Grant turned to George with a smile.
“Keep in with the police, Lansing—I’ve known a good supper now and then go a long way. They may worry you about fireguards and fencing, but they’ll stand by you when you’re in trouble, if you treat them right. If it’s a matter of straying stock, a sick horse, or you don’t know how to roof a new barn, you have only to send for the nearest trooper.”
“Aren’t these things a little outside their duties?” Edgar asked.
The constable grinned.
“Most anything that wants doing badly is right in our line.”
“Sure,” said Grant. “It’s not long since Flett went two hundred miles over the snow with a dog-team to settle a little difference between an Indian and his wife. Then he once brought a hurt trapper a fortnight’s journey on his sledge, sleeping in the snow, in the bitterest weather. They were quite alone, and the hurt man was crazy most of the time.”
“Then you’re supposed to look after the settlers, as well as to keep order?” suggested Edgar, looking admiringly at the sturdy young constable.

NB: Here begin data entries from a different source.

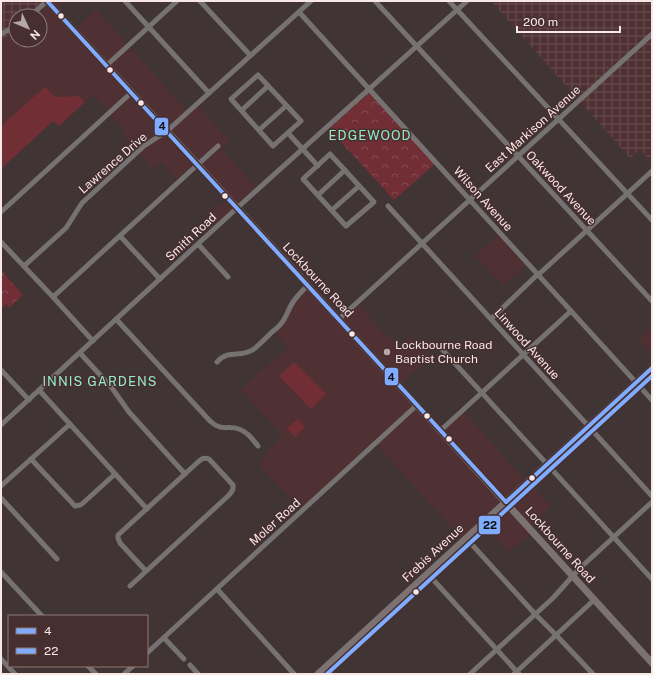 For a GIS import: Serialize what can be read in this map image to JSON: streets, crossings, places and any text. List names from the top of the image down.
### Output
{
  "streets": {
    "main road": ["Lockbourne Road", "Frebis Avenue"],
    "street": [
      "East Markison Avenue",
      "Lawrence Drive",
      "Oakwood Avenue",
      "Wilson Avenue",
      "Smith Road",
      "Linwood Avenue",
      "Moler Road"
    ]
  },
  "crossings": [
    ["East Markison Avenue", "Oakwood Avenue"],
    ["East Markison Avenue", "Wilson Avenue"],
    ["East Markison Avenue", "Lockbourne Road"],
    ["East Markison Avenue", "Linwood Avenue"],
    ["Lawrence Drive", "Wilson Avenue"],
    ["Lawrence Drive", "Lockbourne Road"],
    ["Oakwood Avenue", "Smith Road"],
    ["Wilson Avenue", "Smith Road"],
    ["Wilson Avenue", "Frebis Avenue"],
    ["Smith Road", "Lockbourne Road"],
    ["Lockbourne Road", "Moler Road"],
    ["Lockbourne Road", "Frebis Avenue"],
    ["Linwood Avenue", "Frebis Avenue"]
  ],
  "districts": ["EDGEWOOD", "INNIS GARDENS"],
  "places": ["Lockbourne Road Baptist Church"],
  "lines": ["transit line 4", "transit line 22"],
  "legend": ["4", "22"],
  "scale_bar": "200 m",
  "north": "bottom right"
} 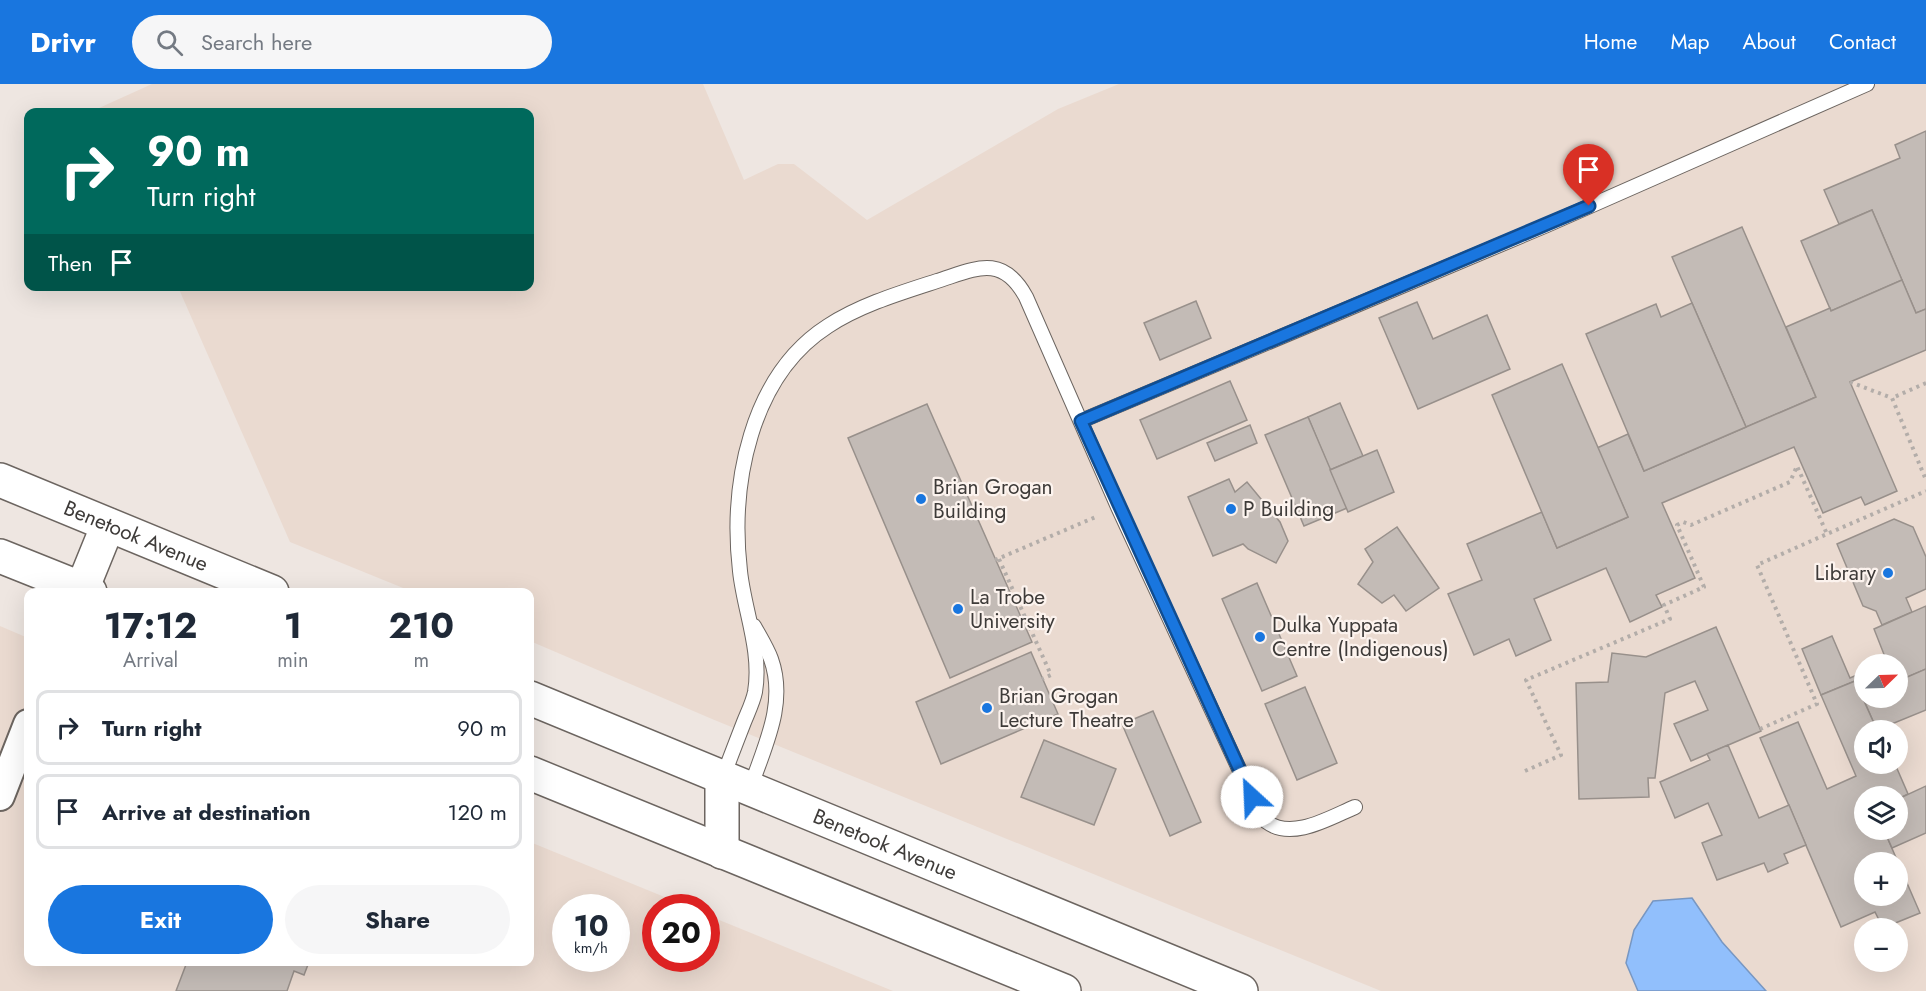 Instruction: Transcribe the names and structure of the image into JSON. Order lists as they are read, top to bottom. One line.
{"streets":{"main road":["Benetook Avenue"]},"places":["Brian Grogan Building","P Building","Library","La Trobe University","Dulka Yuppata Centre (Indigenous)","Brian Grogan Lecture Theatre"],"north":"top right","page":{"header":"Drivr","search":"Search here","nav":["Home","Map","About","Contact"],"turn":["90 m","Turn right"],"then":"Then","eta":["17:12","Arrival","1","min","210","m"],"map_buttons":["+","−"],"list":[{"name":"Turn right","value":"90 m"},{"name":"Arrive at destination","value":"120 m"}],"buttons":["Exit","Share"],"speed":"10 km/h","limit":"20"}}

“That’s so,” replied Flett. “They certainly need it. Last winter we struck one crowd in a lonely shack up north—man, woman, and several children huddled on the floor, with nothing to eat, and the stove out—at forty degrees below. There was a bluff a few miles off, but they hadn’t a tool of any kind to cut cordwood with. Took us quite a while to haul them up some stores, though we made twelve-hour marches between our camps in the snow. We had to hustle that trip.”
He paused and resumed:
“Better keep an eye on that bunch of young horses, Mr. Grant; bring them up nearer the house when the nights get darker. Those Clydesdales are mighty fine beasts and prices are high.”
Grant looked astonished.
“I’ve been here a good many years, and I’ve never lost a horse,” he declared.
“It doesn’t follow you’ll always be as lucky,” the trooper said pointedly.
“I was told that property is as safe in the West as it is in England,” Edgar broke in.
“Just so,” remarked the trooper. “They say that kind of thing. I never was in the old country, but young mavericks aren’t the only stock to go missing in Alberta, which isn’t a long way off. The boys there have their hands full now and then, and we have three or four of the worst toughs I’ve struck right in Sage Butte.”
Grant leaned forward on the table, looking steadily at him.